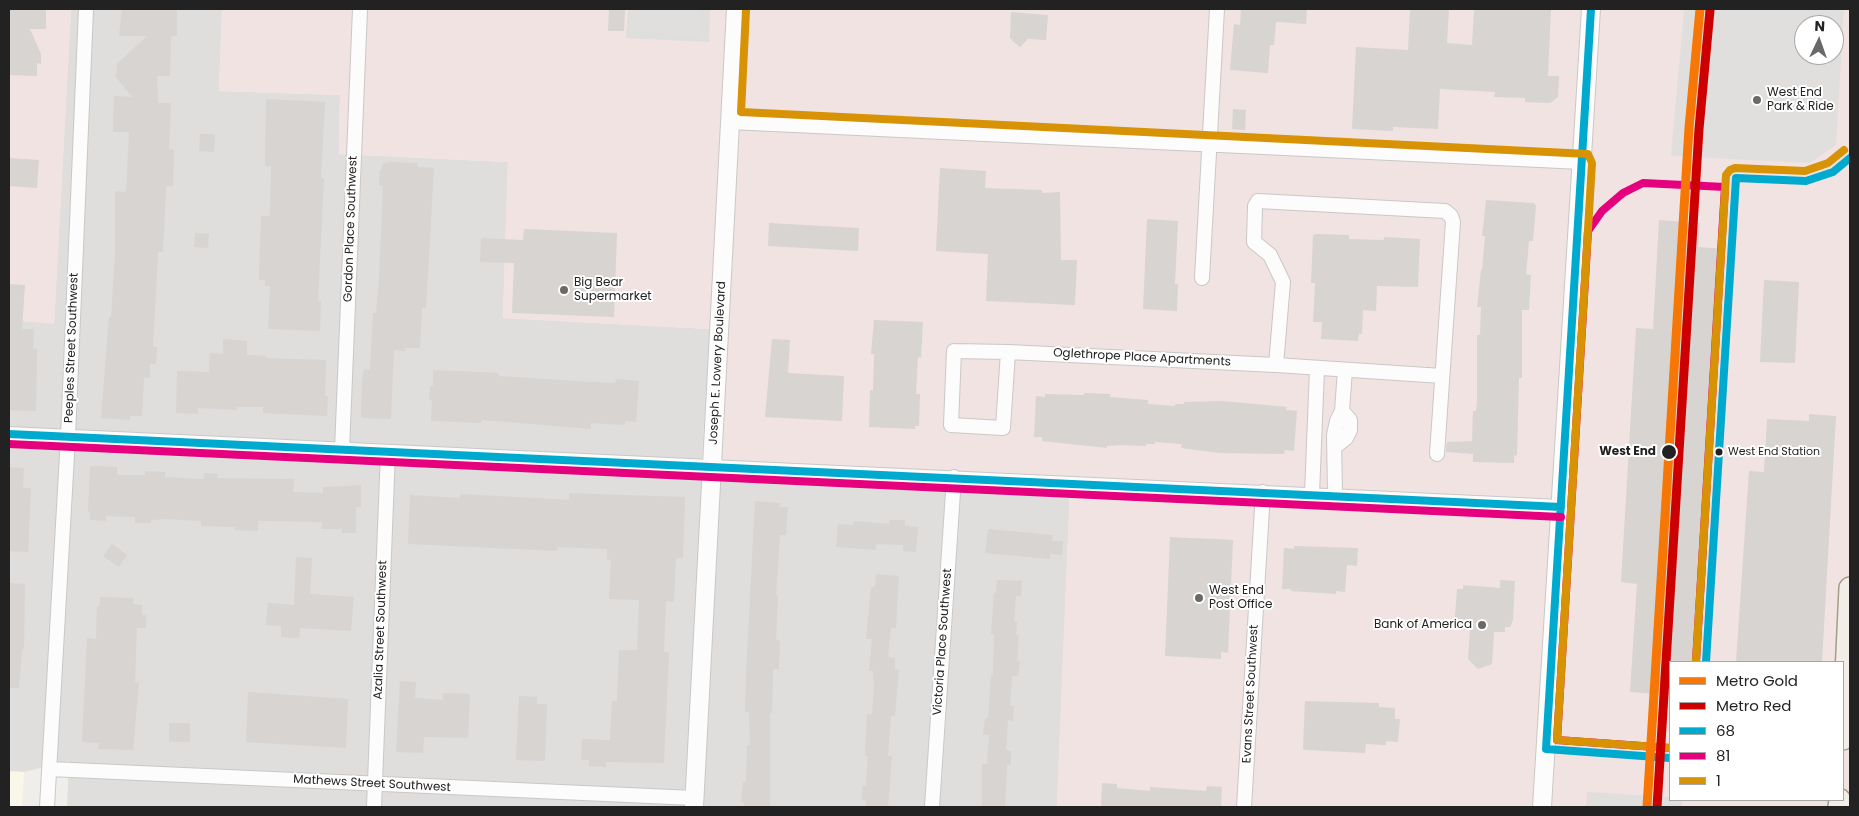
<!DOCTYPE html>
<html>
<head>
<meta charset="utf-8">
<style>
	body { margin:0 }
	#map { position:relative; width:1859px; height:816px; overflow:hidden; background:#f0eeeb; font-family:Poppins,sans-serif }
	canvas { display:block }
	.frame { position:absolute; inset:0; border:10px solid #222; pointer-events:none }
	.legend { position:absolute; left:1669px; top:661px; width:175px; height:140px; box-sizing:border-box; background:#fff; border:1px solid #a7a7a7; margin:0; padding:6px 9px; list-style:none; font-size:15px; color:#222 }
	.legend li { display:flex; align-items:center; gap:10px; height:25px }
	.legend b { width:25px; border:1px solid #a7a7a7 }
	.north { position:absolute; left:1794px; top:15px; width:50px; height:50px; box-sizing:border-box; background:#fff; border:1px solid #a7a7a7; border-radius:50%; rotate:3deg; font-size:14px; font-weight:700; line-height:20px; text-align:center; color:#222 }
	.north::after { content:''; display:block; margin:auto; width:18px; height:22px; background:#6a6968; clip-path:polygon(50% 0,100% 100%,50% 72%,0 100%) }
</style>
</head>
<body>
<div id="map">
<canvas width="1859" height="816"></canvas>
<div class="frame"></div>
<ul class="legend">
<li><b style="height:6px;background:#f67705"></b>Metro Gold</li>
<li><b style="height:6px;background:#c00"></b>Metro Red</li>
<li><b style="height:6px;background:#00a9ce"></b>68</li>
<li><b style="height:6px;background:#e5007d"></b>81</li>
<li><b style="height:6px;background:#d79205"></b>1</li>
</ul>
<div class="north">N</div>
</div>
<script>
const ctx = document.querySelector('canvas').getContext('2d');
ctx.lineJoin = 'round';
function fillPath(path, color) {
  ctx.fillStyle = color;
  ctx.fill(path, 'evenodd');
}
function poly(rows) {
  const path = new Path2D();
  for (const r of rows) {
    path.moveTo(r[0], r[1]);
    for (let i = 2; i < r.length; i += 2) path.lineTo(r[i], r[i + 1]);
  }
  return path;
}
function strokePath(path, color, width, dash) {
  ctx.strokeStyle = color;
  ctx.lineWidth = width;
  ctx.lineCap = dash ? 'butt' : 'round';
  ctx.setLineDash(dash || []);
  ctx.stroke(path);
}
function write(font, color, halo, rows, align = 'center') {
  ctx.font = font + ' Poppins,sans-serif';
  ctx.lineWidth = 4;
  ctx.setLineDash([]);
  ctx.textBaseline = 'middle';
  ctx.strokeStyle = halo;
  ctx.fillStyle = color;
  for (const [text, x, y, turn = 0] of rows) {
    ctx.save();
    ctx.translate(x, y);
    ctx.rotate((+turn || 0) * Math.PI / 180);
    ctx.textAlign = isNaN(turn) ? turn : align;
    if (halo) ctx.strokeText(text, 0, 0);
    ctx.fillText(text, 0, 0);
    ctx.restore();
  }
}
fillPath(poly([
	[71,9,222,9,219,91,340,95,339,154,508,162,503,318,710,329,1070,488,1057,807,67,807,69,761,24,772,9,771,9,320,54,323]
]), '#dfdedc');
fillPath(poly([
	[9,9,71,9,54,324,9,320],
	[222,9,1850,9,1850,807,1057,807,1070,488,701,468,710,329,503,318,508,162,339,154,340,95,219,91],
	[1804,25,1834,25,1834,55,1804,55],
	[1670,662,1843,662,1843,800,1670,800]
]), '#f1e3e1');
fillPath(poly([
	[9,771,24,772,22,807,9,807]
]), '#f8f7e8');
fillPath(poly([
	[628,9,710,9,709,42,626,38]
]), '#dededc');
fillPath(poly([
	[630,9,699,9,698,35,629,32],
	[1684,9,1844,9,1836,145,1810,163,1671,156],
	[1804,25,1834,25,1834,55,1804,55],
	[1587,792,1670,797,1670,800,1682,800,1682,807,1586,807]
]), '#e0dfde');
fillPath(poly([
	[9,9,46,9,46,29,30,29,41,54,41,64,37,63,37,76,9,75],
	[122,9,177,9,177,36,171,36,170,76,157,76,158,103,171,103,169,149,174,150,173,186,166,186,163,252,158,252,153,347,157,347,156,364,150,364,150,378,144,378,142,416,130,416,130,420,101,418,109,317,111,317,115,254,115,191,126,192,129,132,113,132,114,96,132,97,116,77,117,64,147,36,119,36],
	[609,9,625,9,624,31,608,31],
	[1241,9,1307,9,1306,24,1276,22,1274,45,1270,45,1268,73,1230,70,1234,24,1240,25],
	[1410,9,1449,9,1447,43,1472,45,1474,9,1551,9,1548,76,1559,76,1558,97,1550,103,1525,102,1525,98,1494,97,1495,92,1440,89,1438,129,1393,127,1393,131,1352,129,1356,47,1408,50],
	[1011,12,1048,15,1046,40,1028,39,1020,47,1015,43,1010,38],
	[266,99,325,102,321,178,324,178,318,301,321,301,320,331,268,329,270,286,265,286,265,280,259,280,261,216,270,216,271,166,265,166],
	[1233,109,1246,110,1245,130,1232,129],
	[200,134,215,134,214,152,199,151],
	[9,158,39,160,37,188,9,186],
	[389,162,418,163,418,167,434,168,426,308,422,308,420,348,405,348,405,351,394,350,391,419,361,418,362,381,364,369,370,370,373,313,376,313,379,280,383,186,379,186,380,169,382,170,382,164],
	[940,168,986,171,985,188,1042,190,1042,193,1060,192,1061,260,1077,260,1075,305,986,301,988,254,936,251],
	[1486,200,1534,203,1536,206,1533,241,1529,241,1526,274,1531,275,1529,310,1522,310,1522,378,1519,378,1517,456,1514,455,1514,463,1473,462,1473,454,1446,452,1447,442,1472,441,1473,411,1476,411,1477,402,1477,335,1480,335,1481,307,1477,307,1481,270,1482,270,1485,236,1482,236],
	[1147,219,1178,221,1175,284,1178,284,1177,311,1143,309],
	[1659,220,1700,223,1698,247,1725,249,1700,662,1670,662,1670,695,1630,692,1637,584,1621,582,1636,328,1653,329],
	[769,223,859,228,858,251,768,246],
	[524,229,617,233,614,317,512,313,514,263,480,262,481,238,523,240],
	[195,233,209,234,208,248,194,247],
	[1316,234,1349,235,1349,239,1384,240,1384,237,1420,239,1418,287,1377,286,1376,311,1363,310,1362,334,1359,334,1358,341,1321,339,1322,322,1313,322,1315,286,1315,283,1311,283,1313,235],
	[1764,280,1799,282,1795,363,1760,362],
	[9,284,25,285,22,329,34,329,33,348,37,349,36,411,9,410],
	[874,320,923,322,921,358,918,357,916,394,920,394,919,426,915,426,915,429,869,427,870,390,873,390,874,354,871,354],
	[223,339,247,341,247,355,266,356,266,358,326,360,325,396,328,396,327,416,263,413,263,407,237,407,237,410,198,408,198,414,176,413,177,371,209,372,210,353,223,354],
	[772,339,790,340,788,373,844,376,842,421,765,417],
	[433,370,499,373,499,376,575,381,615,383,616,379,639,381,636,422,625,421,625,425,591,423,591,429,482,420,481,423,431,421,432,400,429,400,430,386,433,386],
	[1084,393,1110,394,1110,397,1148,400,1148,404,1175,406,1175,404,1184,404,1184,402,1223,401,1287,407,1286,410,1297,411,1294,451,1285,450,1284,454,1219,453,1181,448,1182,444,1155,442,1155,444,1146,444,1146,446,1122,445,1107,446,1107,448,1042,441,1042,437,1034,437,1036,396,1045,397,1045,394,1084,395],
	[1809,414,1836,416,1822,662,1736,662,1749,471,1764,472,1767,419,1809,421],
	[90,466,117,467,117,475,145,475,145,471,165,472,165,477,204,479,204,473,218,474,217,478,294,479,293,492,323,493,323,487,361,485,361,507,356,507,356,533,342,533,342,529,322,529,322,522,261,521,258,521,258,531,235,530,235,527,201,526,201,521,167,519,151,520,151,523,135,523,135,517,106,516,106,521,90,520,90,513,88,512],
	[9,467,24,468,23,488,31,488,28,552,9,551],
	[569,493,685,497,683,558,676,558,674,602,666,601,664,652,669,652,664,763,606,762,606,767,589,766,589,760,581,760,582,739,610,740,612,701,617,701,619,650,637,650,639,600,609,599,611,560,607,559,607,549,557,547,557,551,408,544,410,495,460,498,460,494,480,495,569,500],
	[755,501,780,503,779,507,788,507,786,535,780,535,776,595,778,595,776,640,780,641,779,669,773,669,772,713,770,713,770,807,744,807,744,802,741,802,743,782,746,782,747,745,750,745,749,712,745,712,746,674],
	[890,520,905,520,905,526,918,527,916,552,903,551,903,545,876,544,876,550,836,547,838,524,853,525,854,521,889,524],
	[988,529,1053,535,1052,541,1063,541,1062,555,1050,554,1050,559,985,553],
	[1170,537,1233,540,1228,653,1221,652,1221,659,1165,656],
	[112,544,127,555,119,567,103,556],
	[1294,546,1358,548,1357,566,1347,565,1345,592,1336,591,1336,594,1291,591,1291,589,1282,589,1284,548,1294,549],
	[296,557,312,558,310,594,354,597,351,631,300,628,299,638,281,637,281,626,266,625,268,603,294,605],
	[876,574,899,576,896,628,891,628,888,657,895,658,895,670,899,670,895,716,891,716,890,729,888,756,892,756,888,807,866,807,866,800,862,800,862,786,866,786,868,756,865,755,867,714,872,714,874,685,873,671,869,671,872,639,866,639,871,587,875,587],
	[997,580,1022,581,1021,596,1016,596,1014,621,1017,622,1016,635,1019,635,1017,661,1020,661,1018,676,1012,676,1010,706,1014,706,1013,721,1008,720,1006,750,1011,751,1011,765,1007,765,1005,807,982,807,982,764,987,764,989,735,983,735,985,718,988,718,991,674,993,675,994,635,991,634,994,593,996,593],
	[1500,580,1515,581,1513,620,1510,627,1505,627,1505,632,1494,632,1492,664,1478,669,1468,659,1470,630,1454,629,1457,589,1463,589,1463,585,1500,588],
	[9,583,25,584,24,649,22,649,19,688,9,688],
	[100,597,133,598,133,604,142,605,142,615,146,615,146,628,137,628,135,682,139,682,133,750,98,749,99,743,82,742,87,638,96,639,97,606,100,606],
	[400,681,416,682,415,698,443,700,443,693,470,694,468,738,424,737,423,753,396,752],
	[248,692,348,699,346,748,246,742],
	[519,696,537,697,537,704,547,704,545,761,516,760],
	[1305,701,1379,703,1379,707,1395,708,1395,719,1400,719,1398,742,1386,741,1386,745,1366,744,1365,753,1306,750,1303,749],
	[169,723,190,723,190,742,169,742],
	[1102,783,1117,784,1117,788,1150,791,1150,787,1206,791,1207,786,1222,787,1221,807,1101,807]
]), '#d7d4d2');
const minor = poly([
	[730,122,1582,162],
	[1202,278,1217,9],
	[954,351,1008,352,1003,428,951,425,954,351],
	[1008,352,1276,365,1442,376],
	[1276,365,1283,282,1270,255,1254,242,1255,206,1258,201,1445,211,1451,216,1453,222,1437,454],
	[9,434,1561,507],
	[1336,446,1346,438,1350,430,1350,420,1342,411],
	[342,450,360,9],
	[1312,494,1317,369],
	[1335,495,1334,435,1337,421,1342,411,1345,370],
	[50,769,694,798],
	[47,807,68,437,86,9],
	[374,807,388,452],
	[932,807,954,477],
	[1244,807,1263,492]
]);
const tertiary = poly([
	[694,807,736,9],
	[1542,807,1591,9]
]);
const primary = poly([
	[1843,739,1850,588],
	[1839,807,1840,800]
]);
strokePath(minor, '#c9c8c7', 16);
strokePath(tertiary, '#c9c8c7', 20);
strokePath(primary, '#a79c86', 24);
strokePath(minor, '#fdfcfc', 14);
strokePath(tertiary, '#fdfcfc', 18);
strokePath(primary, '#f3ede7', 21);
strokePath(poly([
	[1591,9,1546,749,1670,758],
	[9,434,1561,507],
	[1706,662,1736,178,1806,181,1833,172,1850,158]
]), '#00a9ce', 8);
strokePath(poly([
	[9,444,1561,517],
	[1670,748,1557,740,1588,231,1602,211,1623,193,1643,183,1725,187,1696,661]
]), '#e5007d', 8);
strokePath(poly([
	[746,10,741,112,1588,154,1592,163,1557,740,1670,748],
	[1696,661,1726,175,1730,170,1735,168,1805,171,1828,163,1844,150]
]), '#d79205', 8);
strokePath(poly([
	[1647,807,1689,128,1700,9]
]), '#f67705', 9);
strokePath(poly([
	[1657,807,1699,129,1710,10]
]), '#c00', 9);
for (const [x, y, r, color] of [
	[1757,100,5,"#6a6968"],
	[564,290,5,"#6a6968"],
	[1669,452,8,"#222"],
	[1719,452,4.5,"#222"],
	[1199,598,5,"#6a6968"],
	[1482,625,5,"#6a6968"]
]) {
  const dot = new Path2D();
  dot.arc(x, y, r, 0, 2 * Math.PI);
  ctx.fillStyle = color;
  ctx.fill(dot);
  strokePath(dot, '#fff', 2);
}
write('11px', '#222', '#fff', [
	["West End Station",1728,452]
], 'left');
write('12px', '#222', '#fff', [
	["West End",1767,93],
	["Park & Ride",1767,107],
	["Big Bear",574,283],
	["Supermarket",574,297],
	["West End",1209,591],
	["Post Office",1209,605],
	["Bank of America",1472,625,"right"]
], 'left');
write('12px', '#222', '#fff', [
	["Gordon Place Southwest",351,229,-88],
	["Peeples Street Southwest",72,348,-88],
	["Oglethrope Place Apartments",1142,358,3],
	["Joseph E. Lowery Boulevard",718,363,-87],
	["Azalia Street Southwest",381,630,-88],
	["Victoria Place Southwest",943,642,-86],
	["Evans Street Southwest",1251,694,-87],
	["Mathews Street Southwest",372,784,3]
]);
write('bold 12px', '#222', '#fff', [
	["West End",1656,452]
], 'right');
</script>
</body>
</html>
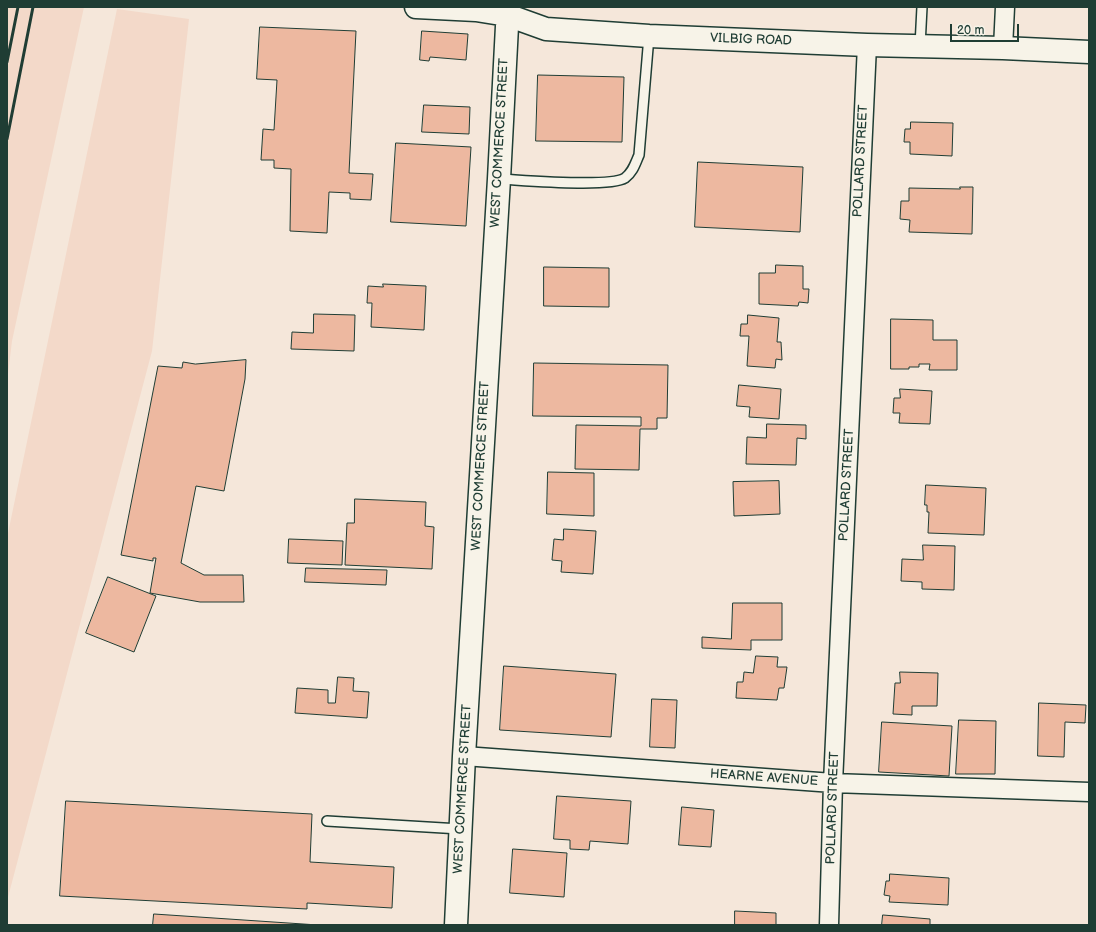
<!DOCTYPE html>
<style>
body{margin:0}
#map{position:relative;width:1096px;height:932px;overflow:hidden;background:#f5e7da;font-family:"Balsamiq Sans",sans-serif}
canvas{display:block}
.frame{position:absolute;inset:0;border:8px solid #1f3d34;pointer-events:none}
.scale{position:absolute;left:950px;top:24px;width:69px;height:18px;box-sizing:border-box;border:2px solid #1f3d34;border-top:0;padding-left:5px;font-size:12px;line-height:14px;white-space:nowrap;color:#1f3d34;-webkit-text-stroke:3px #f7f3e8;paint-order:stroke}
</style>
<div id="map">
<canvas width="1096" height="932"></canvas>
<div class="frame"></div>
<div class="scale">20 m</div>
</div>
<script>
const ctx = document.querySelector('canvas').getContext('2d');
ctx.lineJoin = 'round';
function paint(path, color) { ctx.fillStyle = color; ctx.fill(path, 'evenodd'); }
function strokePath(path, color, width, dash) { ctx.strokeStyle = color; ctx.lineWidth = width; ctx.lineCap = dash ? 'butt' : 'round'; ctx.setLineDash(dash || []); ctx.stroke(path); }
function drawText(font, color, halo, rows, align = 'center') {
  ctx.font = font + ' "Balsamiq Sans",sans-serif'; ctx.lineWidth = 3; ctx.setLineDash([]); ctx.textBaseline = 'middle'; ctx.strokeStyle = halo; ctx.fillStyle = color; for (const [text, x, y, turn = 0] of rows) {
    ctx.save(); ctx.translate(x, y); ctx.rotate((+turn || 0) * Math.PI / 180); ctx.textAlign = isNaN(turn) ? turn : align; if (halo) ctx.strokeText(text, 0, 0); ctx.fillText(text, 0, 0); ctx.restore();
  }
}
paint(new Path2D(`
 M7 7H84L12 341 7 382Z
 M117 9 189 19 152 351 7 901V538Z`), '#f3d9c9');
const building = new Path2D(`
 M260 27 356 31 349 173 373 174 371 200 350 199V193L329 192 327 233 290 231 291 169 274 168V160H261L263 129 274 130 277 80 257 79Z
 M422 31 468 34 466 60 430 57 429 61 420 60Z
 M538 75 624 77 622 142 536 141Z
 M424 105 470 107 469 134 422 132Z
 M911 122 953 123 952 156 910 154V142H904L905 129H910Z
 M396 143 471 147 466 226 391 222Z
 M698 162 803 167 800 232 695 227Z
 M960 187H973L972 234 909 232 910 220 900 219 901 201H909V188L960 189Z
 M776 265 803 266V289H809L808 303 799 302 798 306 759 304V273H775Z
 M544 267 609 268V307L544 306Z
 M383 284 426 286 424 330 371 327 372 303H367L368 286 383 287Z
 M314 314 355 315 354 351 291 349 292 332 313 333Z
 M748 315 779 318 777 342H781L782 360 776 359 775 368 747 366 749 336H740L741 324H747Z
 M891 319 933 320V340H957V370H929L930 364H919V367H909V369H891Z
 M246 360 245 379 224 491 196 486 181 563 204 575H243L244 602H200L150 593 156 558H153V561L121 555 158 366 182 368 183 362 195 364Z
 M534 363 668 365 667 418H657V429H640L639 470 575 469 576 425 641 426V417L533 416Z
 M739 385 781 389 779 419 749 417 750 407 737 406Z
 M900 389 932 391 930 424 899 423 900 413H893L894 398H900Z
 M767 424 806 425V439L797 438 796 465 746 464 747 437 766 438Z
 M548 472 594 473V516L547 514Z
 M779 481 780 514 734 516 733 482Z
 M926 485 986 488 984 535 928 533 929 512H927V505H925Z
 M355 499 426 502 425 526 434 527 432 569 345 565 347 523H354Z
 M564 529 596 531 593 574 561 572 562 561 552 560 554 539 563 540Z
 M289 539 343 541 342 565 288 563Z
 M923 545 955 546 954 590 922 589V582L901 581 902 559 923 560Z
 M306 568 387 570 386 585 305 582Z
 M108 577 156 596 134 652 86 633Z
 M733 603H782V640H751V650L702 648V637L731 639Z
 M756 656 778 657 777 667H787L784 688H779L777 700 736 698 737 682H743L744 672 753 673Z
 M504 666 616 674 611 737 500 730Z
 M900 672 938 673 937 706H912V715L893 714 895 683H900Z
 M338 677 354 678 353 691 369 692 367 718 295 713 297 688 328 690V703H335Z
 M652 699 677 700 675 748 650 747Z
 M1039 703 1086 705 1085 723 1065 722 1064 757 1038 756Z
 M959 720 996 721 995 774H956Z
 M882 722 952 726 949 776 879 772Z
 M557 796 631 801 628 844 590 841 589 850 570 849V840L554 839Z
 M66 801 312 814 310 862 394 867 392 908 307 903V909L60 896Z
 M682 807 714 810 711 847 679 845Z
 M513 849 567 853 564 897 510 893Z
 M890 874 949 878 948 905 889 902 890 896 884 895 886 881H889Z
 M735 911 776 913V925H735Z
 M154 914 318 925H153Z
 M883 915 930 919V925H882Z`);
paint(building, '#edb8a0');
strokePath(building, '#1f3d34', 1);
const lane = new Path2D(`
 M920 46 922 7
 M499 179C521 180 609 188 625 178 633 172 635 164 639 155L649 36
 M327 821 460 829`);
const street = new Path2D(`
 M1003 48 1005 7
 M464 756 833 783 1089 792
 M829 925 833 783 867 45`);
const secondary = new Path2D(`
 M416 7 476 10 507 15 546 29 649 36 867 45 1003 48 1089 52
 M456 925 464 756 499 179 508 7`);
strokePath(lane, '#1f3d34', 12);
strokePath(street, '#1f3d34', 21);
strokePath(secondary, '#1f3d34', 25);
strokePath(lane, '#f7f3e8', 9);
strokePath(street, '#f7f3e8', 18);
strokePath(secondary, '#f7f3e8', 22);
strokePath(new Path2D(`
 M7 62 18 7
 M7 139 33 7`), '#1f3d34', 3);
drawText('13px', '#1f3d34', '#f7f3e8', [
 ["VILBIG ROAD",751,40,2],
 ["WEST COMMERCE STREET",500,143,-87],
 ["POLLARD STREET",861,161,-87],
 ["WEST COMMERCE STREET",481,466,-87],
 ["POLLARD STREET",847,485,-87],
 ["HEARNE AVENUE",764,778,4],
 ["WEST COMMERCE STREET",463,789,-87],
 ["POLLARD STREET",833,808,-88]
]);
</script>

★ ★ ★ ★ ★

- **Work instruction**
If a line in the material contains the word "isNaN", copy that line.

- **Written solution**
    ctx.textAlign = isNaN(turn) ? turn : align;
    ctx.save(); ctx.translate(x, y); ctx.rotate((+turn || 0) * Math.PI / 180); ctx.textAlign = isNaN(turn) ? turn : align; if (halo) ctx.strokeText(text, 0, 0); ctx.fillText(text, 0, 0); ctx.restore();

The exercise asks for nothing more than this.